Pour la première fois en France, une femme de 34 ans, née sans utérus, a pu bénéficier d'une greffe, grâce à un don de sa mère, a annoncé ce jeudi l'hôpital Foch de Suresnes (Hauts-de-Seine). Cette première médicale française a eu lieu dimanche 31 mars. Explications sur cette incroyable opération.
L'influence suédoise. La Suède a inspiré les équipes françaises de l'hôpital de Suresnes (Hauts-de-Seine), qui viennent de réaliser la première greffe utérine dans l'Hexagone. « Nous sommes liés par un partenariat de dix ans avec la Suède », avait souligné le mois dernier le Pr Jean-Marc Ayoubi, chef du service de gynécologie-obstétrique et du centre de PMA de Foch, lors de journées consacrées à la procréation médicale assistée.

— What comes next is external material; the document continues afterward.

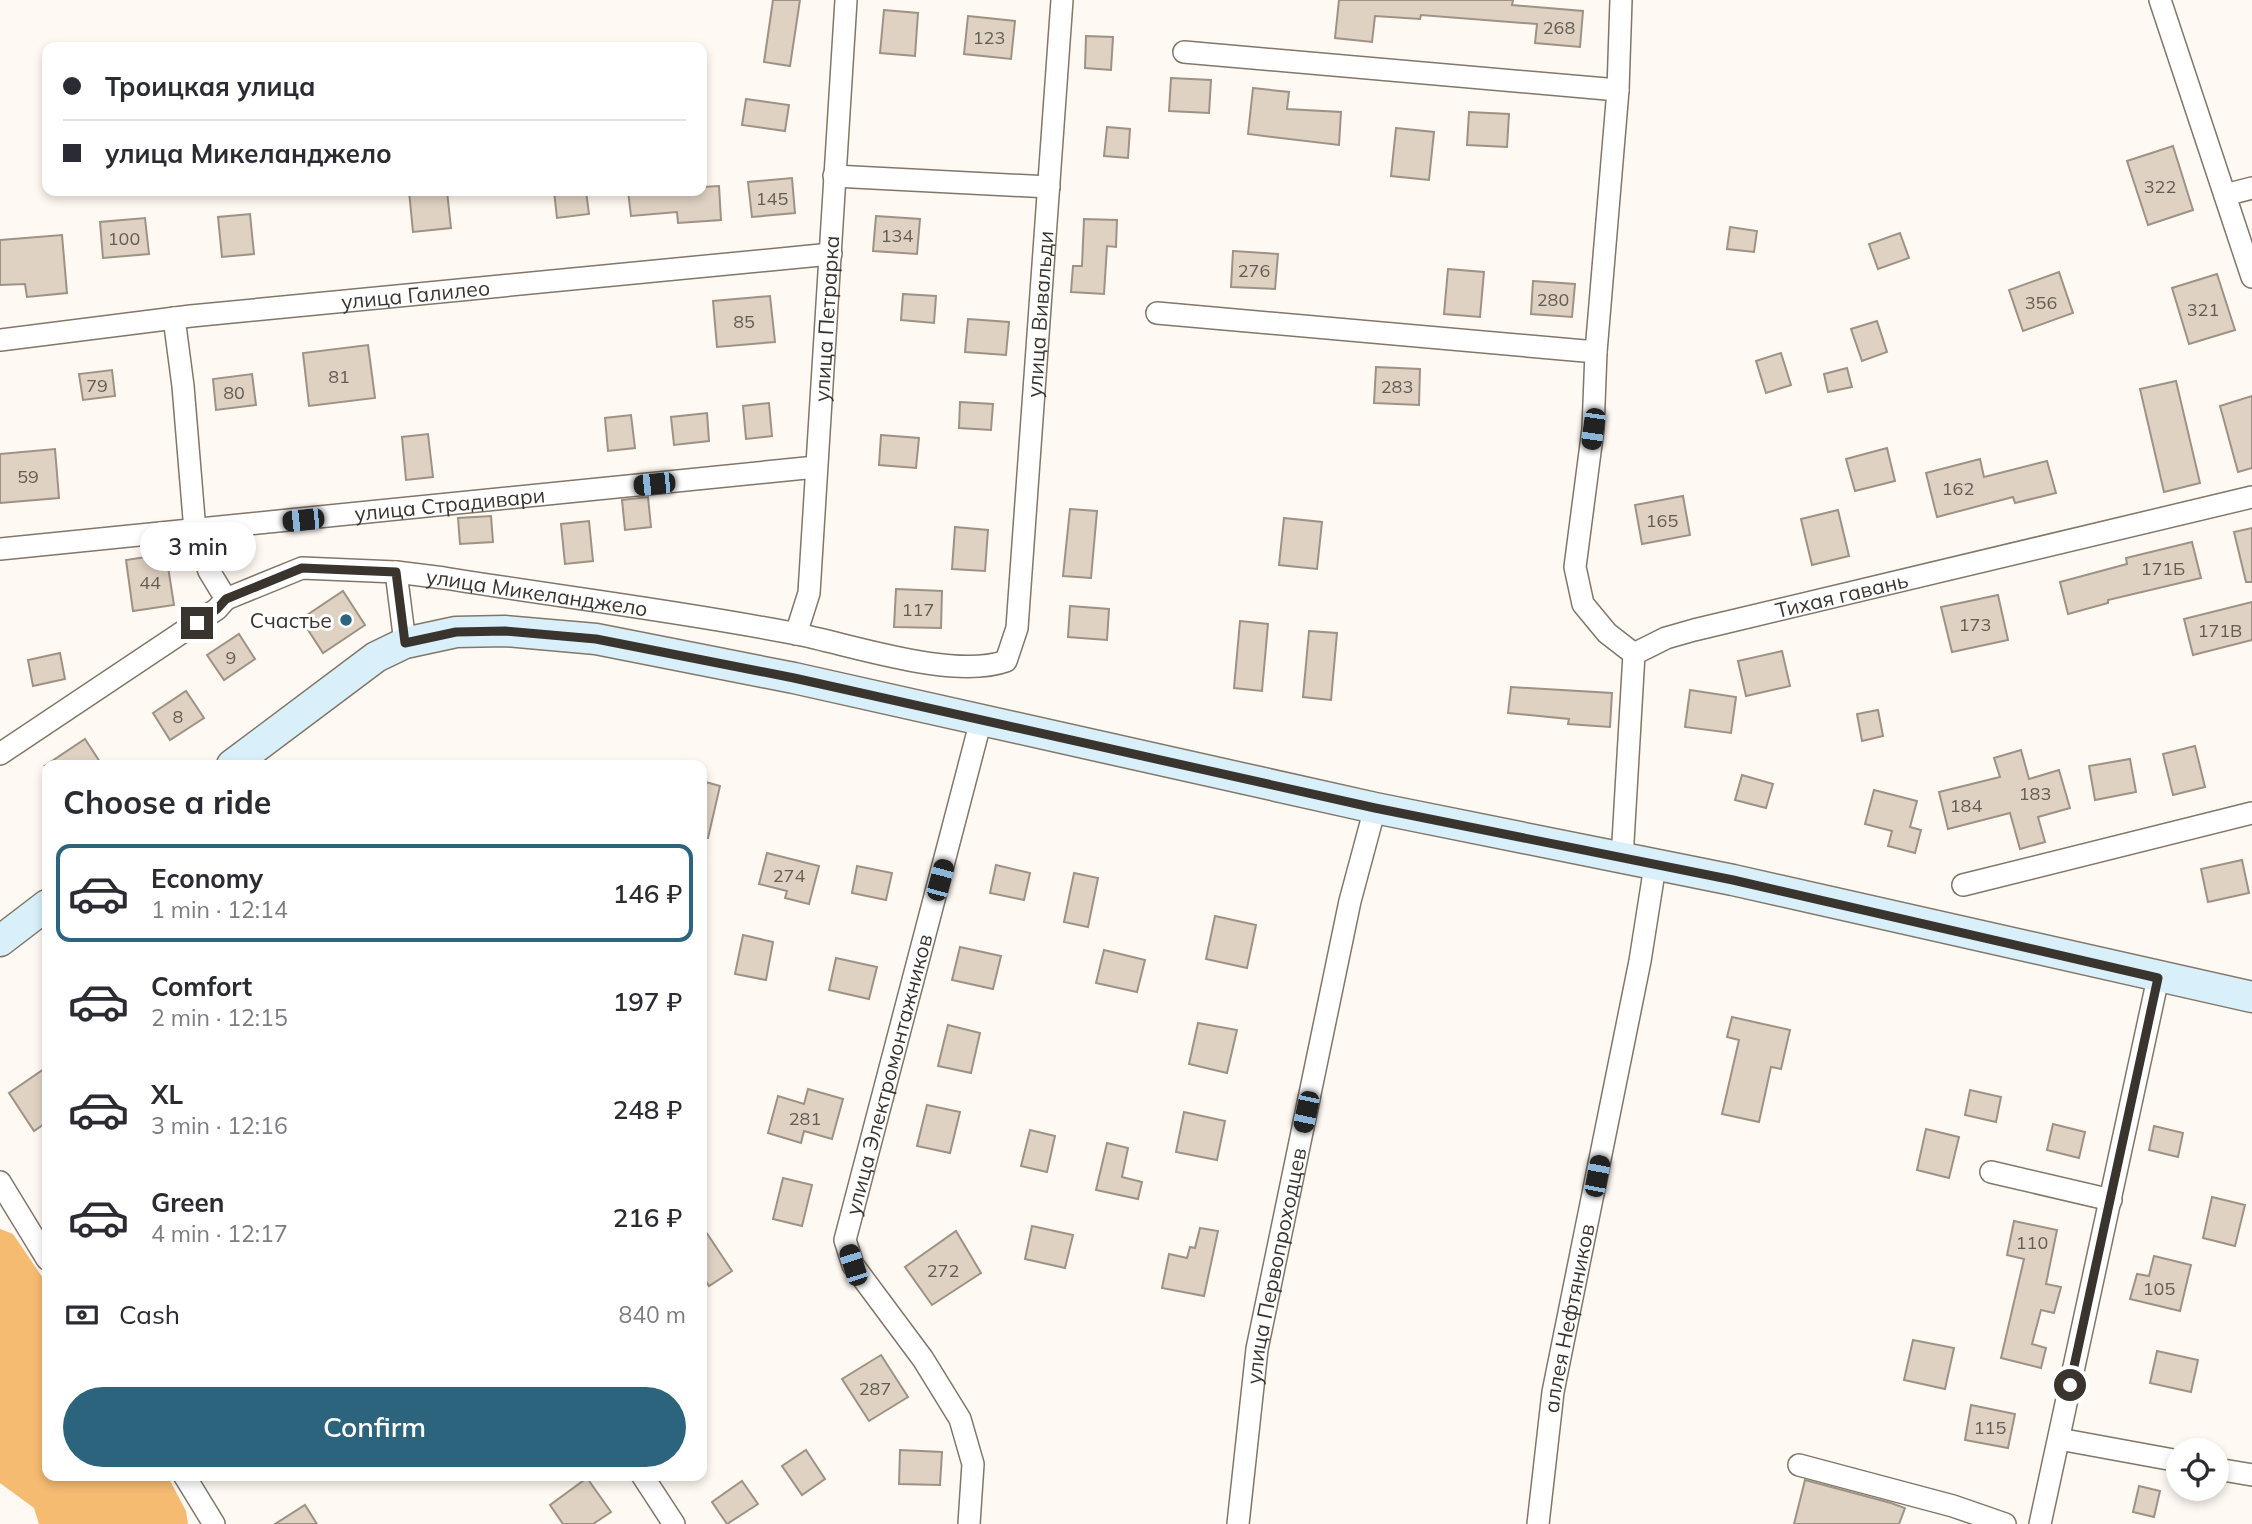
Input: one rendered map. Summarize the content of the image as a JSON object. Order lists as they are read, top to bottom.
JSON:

Le choix d'une donneuse vivante. Les équipes de Foch ont choisi la transplantation de l'utérus d'une donneuse vivante, contrairement au CHU de Limoges, le second établissement français autorisé à faire des greffes utérines, qui s'est orienté vers la sélection d'une donneuse décédée. Mais pour Foch, le choix du prélèvement de l'organe sur une femme en bonne santé a allongé la procédure administrative : il a fallu six ans pour obtenir les autorisations.

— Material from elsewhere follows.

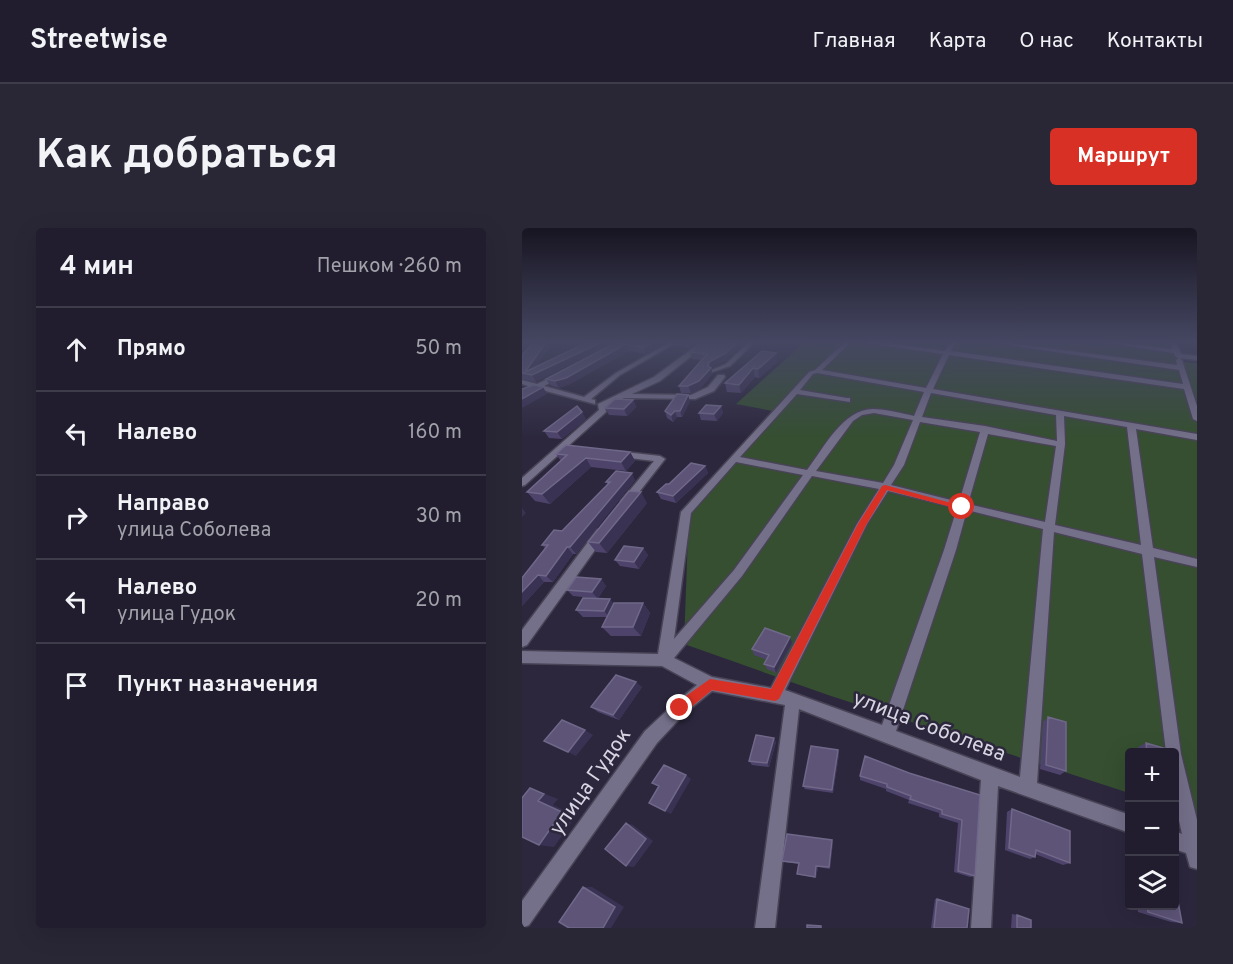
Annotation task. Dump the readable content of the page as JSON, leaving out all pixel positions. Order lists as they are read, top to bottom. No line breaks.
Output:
{"streets":{"street":["улица Соболева","улица Гудок"]},"crossings":[["улица Соболева","улица Гудок"]],"page":{"header":"Streetwise","nav":["Главная","Карта","О нас","Контакты"],"buttons":"Маршрут","title":"Как добраться","heading":["4 мин","Пешком · 260 m"],"list":[["Прямо","50 m"],["Налево","160 m"],["Направо","улица Соболева","30 m"],["Налево","улица Гудок","20 m"],"Пункт назначения"],"map_buttons":["+","−"]}}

L'expertise de Foch. « Cet hôpital a une longue expérience de la greffe cardiaque, pulmonaire et rénale, rappelle le Pr Ayoubi. Et une maternité (2600 accouchements/an), un centre de PMA et une expérience des cancers pelviens et autres cancers féminins. » L'hôpital prend aussi en charge des patientes atteintes du syndrome de Mayer-Rokitansky-Küster-Hauser (ou MRKH), qui touche 1 femme sur 4500 et se manifeste par une absence partielle ou totale du vagin et de l'utérus. Enfin, Foch a développé une expertise dans la chirurgie robotique appliquée à la gynécologie. La première greffe utérine de Foch a en effet été réalisée grâce à cette technologie, moins invasive et permettant de réduire le temps d'intervention pour la donneuse.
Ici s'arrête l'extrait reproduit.